┌──

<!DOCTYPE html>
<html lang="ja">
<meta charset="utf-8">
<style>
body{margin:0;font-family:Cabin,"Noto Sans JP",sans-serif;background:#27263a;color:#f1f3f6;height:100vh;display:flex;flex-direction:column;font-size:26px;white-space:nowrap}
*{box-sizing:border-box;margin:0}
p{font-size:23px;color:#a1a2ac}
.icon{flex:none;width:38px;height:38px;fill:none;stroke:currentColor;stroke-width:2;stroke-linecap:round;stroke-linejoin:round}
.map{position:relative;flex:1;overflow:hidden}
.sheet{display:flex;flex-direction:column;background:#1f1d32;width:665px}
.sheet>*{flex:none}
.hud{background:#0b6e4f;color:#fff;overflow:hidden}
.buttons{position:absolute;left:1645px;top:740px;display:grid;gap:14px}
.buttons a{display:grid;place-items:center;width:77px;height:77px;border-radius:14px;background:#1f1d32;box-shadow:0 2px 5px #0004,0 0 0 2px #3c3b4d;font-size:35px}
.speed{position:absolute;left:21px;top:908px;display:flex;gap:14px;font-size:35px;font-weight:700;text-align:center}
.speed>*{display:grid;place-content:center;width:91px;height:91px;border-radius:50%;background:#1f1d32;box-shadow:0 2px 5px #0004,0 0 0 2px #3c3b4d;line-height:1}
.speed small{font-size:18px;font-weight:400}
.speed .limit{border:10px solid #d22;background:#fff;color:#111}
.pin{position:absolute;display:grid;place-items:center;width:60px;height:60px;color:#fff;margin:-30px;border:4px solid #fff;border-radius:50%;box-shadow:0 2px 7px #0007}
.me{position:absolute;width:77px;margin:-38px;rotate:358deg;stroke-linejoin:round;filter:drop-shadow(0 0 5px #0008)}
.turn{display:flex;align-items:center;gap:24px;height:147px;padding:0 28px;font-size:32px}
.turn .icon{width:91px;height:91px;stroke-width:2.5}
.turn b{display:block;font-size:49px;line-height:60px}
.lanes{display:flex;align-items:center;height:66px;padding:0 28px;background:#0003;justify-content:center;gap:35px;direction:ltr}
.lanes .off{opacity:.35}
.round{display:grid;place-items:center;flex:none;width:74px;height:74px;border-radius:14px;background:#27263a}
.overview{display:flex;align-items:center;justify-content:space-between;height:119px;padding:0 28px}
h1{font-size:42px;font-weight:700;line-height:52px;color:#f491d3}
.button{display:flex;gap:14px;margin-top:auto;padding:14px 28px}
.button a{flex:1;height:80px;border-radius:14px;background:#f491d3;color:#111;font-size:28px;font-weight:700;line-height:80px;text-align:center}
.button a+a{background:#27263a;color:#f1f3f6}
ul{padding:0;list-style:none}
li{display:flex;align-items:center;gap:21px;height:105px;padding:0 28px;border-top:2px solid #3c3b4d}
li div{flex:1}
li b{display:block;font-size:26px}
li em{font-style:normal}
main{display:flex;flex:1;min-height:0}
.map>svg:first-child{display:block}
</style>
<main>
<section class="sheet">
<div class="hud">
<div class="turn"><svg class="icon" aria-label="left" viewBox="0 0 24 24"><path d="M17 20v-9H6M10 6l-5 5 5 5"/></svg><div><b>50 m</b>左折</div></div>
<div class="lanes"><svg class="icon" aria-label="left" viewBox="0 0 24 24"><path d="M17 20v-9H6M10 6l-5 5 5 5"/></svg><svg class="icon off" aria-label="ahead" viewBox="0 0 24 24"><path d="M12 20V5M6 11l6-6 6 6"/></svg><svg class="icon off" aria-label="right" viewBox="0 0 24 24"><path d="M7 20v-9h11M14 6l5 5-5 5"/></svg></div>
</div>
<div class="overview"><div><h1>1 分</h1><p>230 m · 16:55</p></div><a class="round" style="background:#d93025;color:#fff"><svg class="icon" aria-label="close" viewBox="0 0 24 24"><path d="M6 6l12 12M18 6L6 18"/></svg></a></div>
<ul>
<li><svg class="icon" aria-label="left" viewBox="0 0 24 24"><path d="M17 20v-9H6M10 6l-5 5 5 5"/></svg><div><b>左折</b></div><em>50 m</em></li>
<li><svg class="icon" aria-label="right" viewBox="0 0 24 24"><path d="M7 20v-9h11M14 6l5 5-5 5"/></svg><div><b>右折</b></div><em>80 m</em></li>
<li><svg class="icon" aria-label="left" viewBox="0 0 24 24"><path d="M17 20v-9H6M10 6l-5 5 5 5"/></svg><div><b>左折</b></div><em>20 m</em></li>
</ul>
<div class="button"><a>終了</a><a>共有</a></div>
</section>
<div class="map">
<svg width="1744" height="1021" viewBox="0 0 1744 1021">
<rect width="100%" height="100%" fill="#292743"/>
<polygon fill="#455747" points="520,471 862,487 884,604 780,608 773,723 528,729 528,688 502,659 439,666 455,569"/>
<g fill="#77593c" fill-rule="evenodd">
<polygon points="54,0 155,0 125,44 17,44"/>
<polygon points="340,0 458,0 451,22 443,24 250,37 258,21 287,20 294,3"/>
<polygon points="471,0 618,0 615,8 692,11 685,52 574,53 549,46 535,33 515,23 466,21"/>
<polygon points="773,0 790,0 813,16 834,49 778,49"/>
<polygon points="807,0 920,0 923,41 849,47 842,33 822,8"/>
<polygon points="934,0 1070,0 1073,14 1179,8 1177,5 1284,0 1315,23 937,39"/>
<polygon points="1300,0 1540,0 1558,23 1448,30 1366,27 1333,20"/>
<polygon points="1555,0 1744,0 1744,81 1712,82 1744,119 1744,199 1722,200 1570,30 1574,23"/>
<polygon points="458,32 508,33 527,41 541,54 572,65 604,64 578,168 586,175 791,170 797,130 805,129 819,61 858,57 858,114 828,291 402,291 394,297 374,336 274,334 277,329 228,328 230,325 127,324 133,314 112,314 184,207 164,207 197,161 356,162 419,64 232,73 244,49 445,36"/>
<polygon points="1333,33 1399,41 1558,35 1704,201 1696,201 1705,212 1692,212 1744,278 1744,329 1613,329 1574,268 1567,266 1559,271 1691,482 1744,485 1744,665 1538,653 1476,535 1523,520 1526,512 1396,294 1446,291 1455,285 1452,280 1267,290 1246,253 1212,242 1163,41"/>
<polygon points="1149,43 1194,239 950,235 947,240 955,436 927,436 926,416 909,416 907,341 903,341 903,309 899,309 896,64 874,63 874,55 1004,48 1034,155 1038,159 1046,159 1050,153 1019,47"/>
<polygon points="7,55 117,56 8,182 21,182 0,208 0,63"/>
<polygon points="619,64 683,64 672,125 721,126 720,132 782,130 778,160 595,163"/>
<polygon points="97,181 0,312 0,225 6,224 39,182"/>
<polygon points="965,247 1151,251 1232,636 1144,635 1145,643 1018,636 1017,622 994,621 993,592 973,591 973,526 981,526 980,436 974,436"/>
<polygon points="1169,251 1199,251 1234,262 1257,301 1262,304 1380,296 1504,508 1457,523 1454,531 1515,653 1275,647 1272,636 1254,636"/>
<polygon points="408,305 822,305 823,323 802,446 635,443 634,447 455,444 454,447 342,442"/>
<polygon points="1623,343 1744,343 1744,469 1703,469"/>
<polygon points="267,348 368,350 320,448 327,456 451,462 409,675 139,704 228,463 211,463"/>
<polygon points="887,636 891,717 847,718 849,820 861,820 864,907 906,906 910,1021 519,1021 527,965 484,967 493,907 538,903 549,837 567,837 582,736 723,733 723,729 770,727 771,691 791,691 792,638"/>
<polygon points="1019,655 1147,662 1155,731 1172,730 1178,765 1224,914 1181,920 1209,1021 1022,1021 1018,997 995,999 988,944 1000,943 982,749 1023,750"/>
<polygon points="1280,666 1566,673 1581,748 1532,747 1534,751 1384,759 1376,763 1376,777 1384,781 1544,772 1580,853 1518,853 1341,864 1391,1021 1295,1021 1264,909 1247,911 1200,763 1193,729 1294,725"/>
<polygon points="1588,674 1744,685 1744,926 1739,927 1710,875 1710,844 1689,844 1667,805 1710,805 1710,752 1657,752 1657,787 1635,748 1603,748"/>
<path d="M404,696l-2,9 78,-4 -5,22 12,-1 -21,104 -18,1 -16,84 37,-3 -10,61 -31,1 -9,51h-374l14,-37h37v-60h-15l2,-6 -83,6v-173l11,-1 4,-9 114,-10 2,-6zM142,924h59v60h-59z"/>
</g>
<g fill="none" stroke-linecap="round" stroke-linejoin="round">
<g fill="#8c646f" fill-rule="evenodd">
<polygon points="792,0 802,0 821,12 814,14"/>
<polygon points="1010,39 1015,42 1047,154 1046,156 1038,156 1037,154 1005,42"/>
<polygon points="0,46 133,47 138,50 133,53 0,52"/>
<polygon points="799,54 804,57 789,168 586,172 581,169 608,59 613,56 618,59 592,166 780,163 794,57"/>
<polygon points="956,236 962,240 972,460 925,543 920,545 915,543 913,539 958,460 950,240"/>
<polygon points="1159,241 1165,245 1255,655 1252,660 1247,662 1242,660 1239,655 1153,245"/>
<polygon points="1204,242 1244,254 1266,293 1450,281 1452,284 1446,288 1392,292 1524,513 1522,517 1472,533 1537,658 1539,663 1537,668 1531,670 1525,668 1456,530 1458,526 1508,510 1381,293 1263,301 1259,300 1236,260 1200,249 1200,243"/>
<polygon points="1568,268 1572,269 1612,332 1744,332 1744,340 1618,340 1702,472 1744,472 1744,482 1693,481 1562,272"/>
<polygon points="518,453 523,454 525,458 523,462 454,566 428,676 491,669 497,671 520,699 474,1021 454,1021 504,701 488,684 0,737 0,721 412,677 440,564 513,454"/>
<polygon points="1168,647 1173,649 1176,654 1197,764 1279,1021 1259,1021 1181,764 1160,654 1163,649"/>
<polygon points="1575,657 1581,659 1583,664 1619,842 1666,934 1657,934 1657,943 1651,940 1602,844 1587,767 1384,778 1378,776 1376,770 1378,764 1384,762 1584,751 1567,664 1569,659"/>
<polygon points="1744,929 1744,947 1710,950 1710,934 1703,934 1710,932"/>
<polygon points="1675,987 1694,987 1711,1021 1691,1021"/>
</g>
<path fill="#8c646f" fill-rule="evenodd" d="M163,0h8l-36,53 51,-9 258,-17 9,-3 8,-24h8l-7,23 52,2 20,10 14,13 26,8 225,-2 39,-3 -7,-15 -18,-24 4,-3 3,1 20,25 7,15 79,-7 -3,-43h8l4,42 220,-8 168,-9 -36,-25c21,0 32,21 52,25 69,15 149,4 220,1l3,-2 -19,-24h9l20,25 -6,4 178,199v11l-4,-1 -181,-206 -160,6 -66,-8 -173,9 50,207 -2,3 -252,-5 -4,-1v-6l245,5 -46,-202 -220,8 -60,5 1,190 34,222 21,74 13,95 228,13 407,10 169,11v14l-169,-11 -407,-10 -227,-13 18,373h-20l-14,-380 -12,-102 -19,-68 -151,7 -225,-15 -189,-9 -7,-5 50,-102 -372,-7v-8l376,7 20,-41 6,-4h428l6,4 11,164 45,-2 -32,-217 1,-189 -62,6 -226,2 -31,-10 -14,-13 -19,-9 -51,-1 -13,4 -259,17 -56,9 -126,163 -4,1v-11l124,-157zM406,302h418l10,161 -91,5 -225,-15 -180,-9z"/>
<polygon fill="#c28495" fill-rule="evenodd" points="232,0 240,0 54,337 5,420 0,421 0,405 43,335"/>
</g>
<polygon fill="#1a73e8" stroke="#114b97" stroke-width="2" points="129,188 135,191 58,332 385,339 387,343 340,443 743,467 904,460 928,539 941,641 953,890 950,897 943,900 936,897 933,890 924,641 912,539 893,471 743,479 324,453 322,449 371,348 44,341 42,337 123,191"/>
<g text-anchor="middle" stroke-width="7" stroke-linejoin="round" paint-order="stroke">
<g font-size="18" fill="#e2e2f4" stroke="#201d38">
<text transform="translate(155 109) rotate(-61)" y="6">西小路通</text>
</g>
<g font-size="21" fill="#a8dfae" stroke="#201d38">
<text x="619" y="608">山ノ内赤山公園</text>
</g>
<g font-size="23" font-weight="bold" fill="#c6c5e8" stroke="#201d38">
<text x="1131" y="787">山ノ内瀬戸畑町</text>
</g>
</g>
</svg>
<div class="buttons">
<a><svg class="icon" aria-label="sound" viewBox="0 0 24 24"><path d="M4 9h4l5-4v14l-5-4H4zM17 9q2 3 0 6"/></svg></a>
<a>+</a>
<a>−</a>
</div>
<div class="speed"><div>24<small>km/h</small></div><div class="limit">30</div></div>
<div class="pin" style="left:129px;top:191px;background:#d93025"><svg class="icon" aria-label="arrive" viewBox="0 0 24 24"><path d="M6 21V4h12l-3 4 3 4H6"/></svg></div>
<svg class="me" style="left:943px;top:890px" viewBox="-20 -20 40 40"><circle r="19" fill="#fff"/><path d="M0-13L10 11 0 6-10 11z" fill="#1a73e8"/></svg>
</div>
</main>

└──

Exercise brief:
Could you copy out every line in the material above that contains the string "linecap"?

Output below:
.icon{flex:none;width:38px;height:38px;fill:none;stroke:currentColor;stroke-width:2;stroke-linecap:round;stroke-linejoin:round}
<g fill="none" stroke-linecap="round" stroke-linejoin="round">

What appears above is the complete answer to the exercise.